Because we need to run OCaml code before the fork. It’s probably best to look at what we’re really trying to do here, see the structure of nbdkit: nbdkit-plugin - how to write nbdkit plugins All of those load/config/… phase calls are implemented as OCaml callbacks.

I don’t think caml_thread_reinitialize was my point, although it is sometime since I looked at the code. My notes say that Unix.execve is itself unsafe in a multithreaded program because before calling C’s execve it applies caml_stat_alloc_noexc which can allocate memory using malloc. That is unsafe.

To keep running OCaml after fork, you bank on the fact that there is a global lock ensuring some consistency. Sure, if the best-effort done by the OCaml runtime does not work you are out of luck. This includes when C threads might be running concurrently, which is a frequent scenario given the purpose of systhreads. So the approach of forking a multithreaded program from OCaml is clearly not recommended. Even if Unix.execve did not call malloc, lots of things can happen at any polling location (e.g. garbage collection, calling finalisers, signal handlers…).

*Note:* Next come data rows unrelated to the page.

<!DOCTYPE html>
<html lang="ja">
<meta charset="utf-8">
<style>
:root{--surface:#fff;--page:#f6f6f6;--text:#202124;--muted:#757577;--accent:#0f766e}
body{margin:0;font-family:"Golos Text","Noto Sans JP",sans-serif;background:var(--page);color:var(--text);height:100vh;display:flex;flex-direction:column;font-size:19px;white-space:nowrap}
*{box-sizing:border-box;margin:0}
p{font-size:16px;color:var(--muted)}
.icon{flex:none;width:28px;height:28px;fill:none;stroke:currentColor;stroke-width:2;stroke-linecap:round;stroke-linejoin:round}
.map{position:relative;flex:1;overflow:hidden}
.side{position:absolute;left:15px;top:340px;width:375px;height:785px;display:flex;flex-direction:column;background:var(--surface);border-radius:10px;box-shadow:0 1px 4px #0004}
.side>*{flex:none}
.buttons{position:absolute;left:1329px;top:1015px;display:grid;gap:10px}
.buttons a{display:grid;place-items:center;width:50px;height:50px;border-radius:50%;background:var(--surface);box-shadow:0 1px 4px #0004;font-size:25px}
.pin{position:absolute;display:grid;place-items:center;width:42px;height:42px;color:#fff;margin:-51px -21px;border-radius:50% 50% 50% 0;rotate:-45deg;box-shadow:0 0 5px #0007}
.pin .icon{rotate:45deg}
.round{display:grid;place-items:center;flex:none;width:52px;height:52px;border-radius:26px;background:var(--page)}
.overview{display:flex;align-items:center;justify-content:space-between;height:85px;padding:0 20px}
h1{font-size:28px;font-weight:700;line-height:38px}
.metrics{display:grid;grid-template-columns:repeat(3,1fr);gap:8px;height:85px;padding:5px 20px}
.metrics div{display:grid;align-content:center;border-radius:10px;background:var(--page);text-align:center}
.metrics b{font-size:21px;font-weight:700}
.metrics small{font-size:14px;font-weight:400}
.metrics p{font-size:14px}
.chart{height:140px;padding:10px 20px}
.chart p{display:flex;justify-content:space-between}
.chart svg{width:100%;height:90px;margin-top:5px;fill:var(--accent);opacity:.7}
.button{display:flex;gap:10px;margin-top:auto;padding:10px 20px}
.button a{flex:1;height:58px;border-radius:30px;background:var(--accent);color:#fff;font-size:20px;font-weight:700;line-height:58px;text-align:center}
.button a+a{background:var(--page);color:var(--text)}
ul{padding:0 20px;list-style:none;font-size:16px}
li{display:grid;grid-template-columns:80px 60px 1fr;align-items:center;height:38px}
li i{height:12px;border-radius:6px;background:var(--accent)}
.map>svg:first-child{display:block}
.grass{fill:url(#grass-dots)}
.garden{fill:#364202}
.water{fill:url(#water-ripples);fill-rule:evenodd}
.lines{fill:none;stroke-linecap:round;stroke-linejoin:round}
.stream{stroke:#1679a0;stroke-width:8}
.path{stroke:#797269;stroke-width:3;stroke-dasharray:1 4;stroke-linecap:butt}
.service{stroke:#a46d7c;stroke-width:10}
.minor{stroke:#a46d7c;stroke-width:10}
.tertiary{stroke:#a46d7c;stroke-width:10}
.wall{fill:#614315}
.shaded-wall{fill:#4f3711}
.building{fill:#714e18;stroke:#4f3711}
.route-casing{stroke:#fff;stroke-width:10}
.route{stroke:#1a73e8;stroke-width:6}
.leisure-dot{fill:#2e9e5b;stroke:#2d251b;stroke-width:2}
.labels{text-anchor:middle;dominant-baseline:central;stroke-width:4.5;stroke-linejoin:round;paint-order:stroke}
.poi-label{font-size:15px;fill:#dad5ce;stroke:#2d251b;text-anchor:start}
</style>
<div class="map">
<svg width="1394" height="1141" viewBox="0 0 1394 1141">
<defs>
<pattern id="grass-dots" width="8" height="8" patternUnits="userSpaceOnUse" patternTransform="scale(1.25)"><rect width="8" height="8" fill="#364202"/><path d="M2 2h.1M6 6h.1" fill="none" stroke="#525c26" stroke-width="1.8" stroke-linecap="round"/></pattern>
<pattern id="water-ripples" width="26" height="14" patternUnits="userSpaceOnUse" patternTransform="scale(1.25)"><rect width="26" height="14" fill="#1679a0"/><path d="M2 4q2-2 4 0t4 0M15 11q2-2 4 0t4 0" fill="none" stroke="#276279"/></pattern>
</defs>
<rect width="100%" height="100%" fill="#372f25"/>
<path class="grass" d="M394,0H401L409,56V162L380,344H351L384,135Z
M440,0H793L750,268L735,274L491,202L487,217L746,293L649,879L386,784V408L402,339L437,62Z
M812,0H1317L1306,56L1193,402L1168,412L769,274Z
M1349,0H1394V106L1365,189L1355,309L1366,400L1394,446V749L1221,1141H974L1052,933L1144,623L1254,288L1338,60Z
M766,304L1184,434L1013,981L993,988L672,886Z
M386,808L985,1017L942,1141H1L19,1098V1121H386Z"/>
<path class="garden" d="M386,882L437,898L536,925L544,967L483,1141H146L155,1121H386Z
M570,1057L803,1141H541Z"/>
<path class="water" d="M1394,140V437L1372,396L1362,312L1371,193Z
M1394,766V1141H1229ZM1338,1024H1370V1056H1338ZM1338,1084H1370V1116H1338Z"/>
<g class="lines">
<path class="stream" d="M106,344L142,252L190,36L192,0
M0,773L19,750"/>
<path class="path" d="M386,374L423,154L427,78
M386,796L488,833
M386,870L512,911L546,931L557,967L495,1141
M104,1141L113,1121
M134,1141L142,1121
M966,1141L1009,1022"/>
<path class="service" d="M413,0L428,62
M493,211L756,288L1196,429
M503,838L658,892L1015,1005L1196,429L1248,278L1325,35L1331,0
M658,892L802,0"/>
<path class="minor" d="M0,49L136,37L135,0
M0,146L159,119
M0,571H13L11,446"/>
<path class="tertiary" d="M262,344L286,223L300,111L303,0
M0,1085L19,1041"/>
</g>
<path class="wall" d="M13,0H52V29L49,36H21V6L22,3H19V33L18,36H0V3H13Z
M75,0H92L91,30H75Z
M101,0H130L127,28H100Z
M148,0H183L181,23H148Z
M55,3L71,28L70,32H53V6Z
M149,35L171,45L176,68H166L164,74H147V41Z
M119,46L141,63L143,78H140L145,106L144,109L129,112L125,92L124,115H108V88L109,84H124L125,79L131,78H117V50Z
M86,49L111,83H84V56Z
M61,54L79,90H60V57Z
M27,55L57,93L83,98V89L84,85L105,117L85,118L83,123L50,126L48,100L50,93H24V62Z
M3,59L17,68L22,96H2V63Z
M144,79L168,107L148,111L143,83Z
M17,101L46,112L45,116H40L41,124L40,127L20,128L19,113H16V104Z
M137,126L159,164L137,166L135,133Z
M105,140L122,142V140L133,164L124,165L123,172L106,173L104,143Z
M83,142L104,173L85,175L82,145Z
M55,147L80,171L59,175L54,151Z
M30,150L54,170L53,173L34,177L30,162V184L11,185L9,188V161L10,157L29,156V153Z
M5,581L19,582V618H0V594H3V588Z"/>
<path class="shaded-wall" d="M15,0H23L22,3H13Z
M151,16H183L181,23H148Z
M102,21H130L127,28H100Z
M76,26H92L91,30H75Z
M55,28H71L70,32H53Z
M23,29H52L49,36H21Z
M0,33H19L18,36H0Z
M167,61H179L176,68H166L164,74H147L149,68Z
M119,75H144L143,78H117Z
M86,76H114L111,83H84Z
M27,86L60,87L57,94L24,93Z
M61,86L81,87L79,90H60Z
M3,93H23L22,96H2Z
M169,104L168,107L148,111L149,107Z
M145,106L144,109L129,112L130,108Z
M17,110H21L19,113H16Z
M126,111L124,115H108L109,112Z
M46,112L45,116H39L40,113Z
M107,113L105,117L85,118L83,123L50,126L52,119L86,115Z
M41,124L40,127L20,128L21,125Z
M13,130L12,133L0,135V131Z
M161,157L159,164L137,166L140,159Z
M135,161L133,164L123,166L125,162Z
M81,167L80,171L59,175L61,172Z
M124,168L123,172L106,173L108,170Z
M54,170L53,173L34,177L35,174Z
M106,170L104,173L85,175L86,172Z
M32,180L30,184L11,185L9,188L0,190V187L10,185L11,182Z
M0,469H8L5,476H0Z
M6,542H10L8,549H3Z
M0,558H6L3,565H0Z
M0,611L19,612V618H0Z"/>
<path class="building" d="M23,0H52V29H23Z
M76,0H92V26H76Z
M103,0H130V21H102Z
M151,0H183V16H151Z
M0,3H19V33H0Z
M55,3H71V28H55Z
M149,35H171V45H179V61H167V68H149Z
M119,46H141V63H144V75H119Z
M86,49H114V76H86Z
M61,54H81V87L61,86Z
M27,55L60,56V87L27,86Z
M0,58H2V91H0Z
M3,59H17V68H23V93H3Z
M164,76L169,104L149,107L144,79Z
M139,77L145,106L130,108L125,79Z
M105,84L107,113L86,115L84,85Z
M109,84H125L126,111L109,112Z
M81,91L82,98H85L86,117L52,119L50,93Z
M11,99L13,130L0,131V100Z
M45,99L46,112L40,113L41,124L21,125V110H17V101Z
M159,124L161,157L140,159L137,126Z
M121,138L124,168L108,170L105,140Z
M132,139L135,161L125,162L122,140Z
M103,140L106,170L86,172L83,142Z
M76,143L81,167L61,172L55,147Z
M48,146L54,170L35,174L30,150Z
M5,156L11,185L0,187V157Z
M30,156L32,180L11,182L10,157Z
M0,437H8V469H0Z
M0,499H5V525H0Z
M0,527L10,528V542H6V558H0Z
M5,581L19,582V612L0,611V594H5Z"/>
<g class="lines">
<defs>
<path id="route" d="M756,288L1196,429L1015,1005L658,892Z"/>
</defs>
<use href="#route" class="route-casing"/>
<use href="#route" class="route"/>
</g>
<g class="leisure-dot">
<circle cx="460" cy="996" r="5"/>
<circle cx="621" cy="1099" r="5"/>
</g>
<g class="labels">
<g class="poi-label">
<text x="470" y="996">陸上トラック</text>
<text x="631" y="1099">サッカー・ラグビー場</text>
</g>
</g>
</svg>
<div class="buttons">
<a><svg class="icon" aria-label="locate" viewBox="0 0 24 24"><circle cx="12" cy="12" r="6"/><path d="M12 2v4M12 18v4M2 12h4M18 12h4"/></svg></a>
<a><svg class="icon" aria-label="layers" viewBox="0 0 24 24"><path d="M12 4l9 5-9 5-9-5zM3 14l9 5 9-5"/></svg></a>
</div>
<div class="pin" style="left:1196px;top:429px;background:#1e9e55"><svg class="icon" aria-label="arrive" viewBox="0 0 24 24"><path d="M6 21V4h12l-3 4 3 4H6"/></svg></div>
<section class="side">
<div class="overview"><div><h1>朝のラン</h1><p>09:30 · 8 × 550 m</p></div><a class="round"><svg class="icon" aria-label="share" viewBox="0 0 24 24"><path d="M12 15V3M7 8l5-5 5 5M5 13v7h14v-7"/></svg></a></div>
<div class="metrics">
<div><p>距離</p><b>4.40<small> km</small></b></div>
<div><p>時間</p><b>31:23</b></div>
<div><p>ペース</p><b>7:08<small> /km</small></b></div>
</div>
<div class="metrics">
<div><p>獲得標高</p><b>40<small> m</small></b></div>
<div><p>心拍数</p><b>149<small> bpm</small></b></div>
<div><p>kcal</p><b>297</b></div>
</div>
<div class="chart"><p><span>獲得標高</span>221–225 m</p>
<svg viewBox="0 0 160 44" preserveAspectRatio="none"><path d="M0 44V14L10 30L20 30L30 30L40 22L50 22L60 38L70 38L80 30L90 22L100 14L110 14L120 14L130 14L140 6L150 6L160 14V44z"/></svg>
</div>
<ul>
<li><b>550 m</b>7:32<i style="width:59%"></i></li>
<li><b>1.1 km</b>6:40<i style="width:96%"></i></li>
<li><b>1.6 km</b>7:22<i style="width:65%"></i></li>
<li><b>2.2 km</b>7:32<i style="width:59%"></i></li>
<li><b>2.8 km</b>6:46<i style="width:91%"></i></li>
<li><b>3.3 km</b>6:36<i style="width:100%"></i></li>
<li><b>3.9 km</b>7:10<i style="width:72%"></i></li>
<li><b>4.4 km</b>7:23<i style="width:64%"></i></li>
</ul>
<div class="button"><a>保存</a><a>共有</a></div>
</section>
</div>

However as a solution you might sensibly want to run fork+execve from a C function without calling back into OCaml, and it is detrimental that the OCaml runtime gets in the way via its pthread_atfork callback.

1 Like

That is a fair point, and all the more reason now we have domains to document the fact the Unix.execv* is not thread safe.

Since the only legitimate use of fork in a program which forks after more than one thread is running is to set up and then exec, the best advice is to use Unix.create_process which since OCaml-4.12 avoids both polling points and allocation in the child process for the explicit purpose of making itself thread safe. Unix.create_process_env is safe since OCaml-4.12 if the underlying OS provides either execvpe or posix_spawn, otherwise not.